**Exercise prompt**
Write out each line of the records that has "with" in it.

**Data for review**
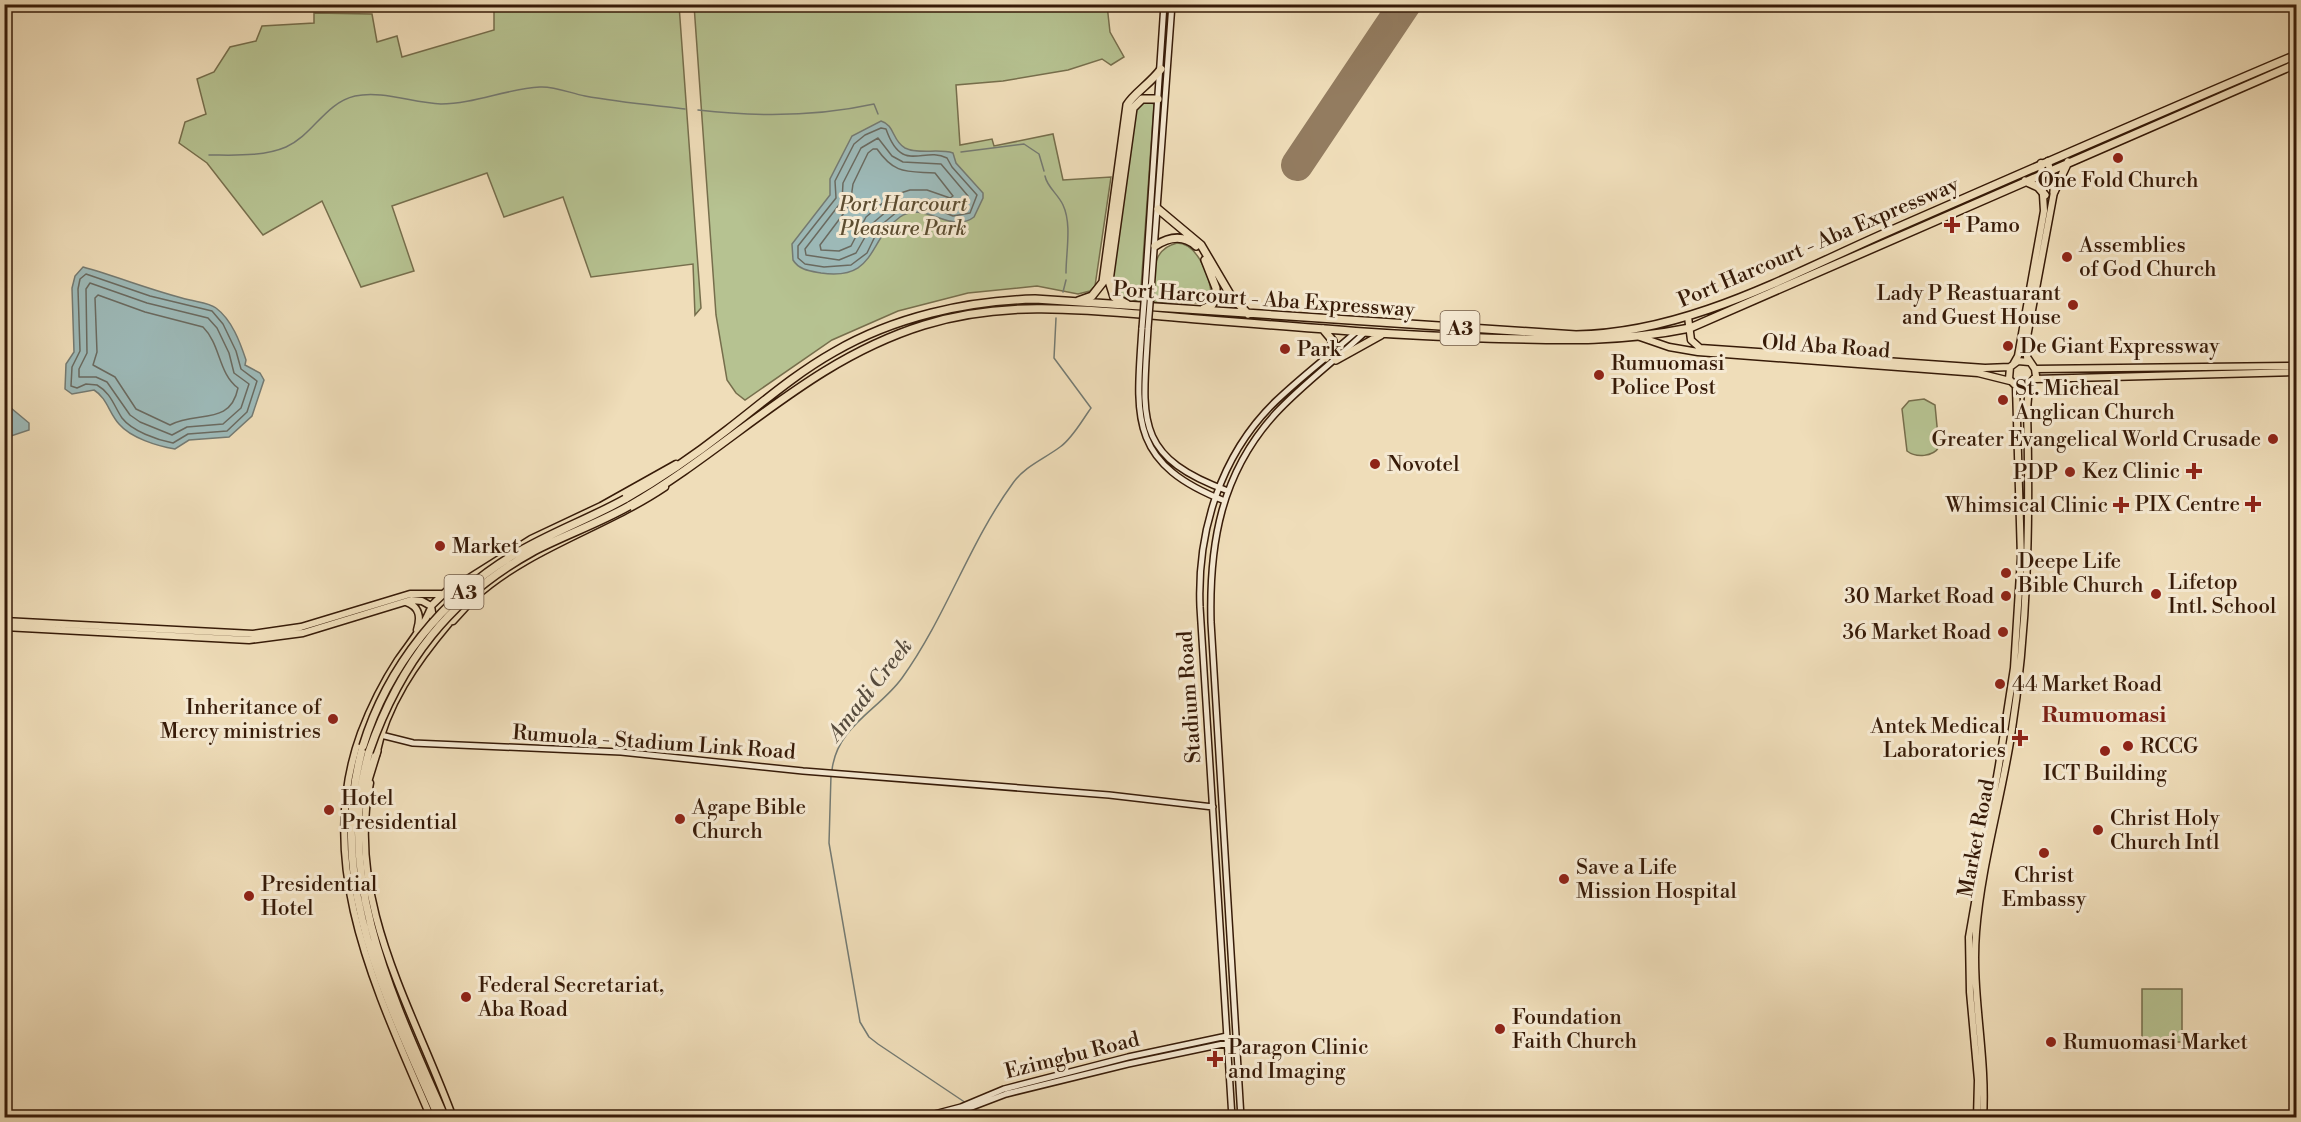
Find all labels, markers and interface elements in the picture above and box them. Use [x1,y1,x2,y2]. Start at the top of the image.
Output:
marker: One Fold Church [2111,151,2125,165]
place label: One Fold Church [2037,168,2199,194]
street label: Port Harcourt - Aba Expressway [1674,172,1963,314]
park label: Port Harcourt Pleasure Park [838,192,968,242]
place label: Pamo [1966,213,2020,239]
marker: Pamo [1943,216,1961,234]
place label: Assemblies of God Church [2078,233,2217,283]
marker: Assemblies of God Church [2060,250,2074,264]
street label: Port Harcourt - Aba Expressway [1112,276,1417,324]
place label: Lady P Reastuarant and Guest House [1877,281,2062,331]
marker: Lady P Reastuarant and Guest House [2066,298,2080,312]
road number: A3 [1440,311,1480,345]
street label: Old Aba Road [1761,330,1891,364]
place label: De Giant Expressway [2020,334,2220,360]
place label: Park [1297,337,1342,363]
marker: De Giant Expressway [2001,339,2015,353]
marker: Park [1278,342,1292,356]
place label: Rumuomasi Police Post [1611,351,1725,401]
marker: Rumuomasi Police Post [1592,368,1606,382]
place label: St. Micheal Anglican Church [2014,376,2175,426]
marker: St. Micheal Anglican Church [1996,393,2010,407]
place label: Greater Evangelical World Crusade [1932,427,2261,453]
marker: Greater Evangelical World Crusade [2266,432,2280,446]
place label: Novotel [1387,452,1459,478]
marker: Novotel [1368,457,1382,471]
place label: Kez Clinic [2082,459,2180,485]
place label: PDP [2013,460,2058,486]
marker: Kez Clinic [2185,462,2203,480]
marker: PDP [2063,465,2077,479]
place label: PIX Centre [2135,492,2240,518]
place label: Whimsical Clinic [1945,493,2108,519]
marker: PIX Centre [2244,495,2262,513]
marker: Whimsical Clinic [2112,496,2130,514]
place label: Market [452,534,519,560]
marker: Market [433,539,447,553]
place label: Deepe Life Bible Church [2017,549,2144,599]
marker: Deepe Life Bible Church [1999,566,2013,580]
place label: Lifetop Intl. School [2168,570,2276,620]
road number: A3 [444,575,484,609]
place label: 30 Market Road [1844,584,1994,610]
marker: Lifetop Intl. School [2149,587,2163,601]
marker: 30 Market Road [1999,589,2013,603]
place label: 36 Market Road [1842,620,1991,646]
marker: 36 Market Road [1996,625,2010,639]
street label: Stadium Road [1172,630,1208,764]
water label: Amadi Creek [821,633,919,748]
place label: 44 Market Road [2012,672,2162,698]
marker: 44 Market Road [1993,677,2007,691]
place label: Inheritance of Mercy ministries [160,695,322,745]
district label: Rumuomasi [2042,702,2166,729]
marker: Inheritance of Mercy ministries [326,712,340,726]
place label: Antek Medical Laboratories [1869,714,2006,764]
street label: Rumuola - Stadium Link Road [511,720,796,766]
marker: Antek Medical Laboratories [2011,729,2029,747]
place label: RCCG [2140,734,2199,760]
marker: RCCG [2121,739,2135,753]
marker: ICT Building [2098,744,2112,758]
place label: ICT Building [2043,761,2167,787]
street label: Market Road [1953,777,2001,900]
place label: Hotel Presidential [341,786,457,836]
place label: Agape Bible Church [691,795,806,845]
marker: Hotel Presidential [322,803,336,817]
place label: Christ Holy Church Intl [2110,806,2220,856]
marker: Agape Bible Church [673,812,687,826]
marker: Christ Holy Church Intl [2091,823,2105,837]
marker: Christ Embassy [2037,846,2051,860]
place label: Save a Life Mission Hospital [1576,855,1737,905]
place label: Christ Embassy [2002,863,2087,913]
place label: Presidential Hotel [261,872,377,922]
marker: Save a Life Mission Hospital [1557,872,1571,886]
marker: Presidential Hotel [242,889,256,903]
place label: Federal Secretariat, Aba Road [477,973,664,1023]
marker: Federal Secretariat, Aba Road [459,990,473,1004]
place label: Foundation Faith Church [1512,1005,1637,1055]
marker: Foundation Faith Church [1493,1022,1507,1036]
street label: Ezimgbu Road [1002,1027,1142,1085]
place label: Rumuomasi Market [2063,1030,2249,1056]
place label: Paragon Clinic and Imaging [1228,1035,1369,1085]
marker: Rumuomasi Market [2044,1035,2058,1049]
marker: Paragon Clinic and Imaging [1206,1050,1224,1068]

...

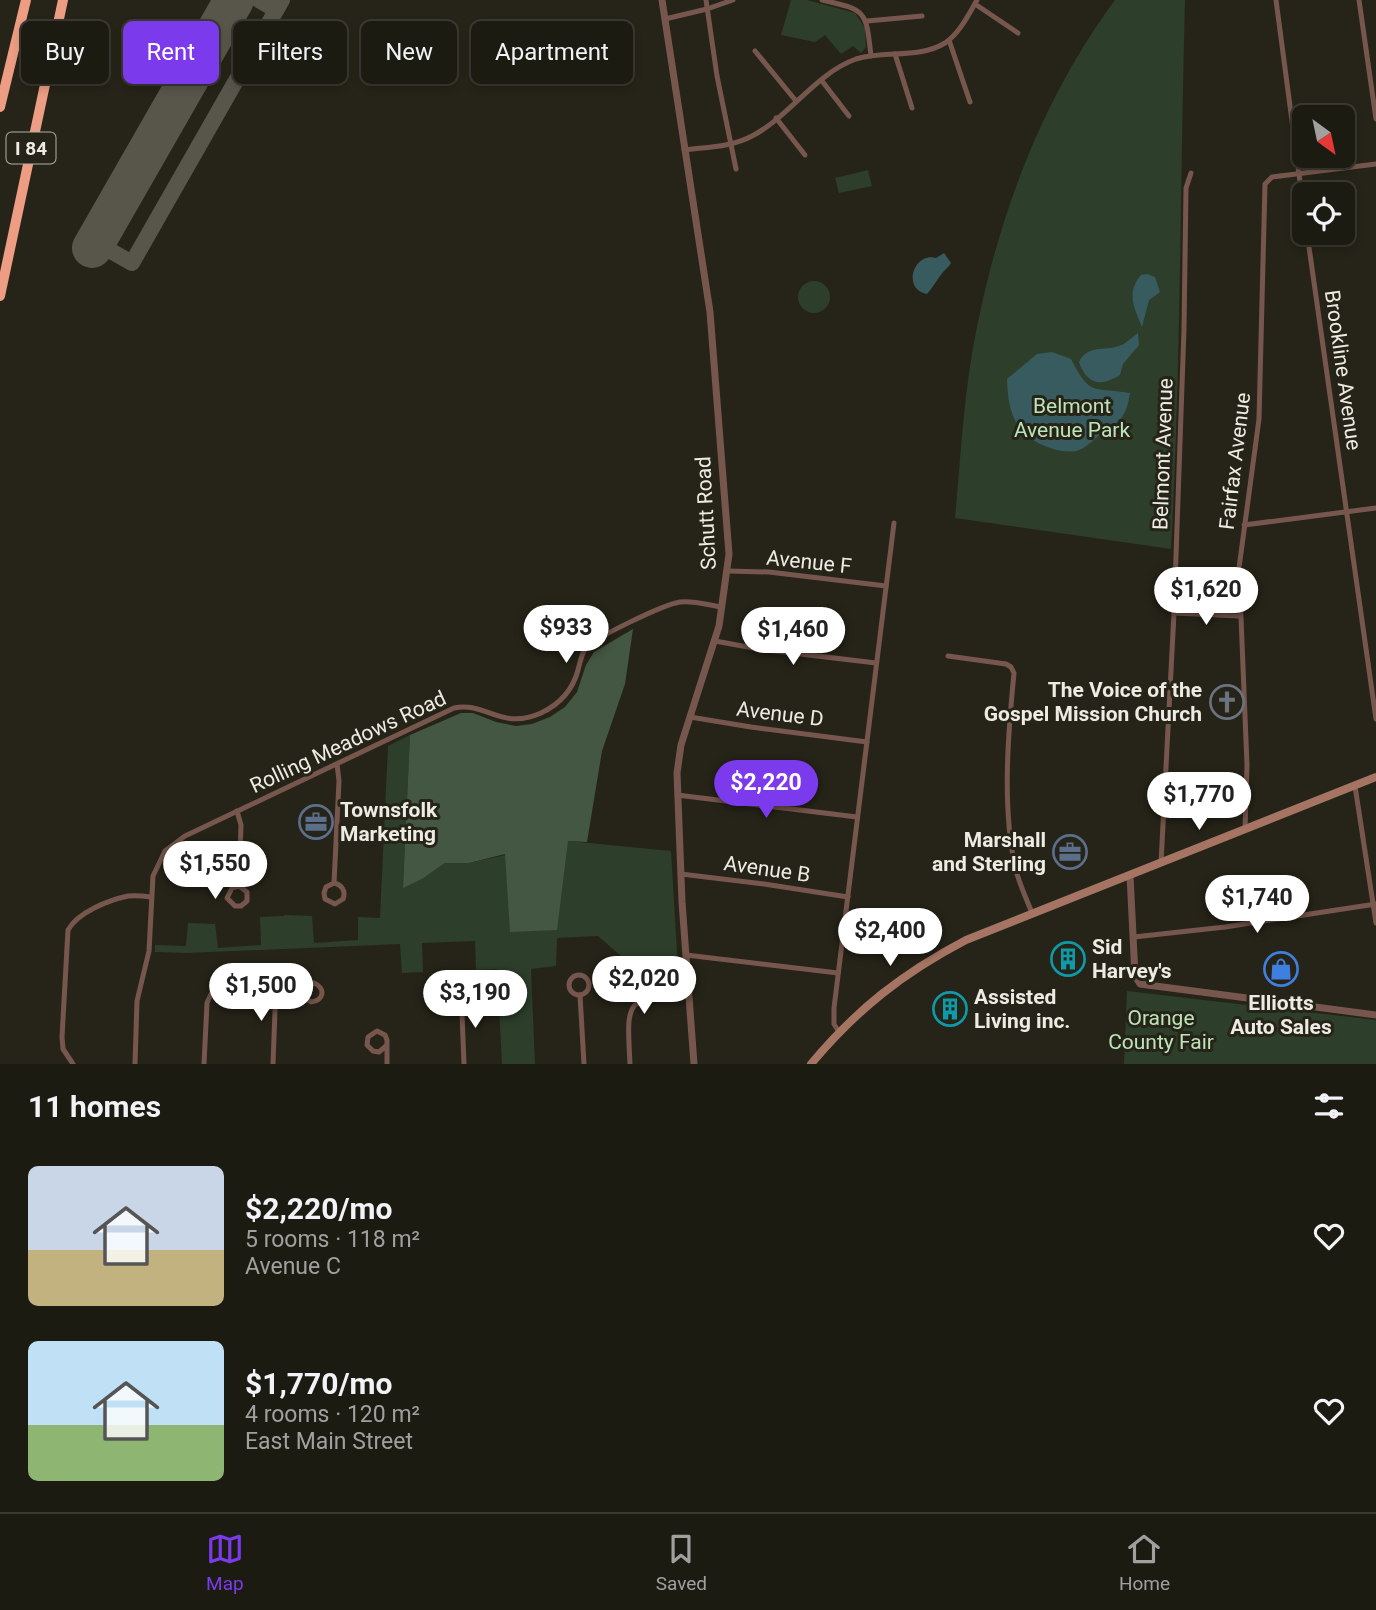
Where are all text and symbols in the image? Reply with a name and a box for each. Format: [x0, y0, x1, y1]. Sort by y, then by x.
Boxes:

---

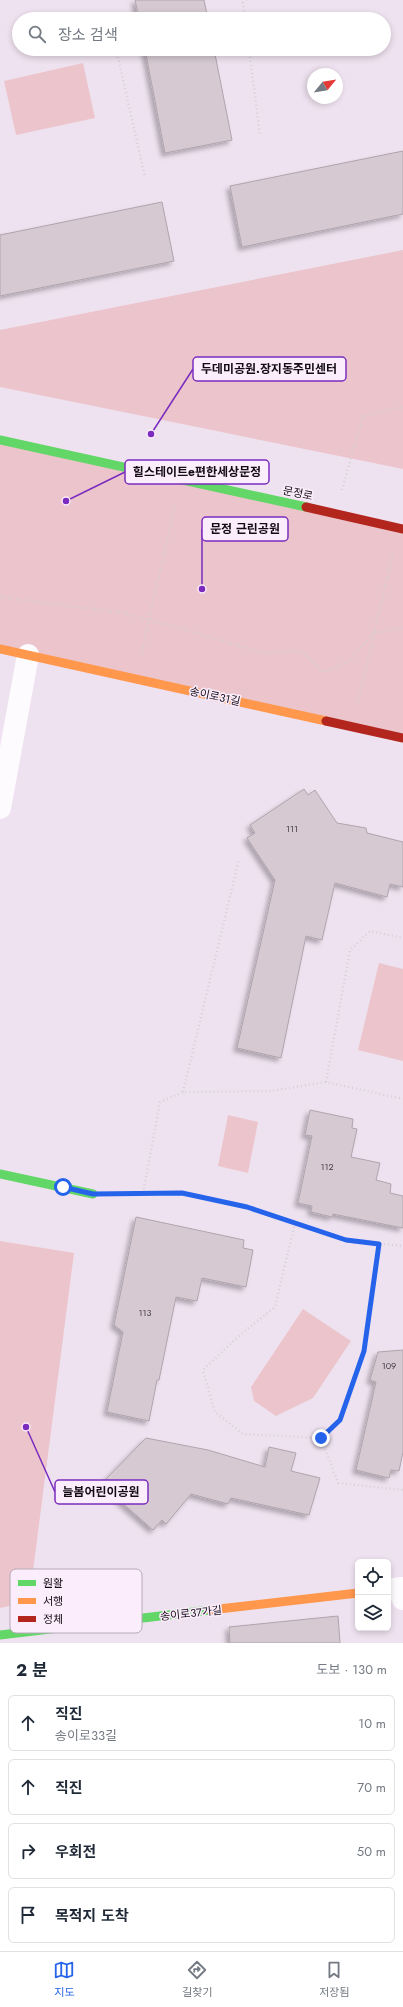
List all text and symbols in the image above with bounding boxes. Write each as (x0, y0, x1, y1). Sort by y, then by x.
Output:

**Task output**
Where are all text and symbols in the image? Reply with a name and a box for each. Format: [x0, y0, x1, y1]. Sort by y, then by x.
List all text and symbols in the image above with bounding boxes. Write each as (x0, y0, x1, y1). Sort by y, then by x.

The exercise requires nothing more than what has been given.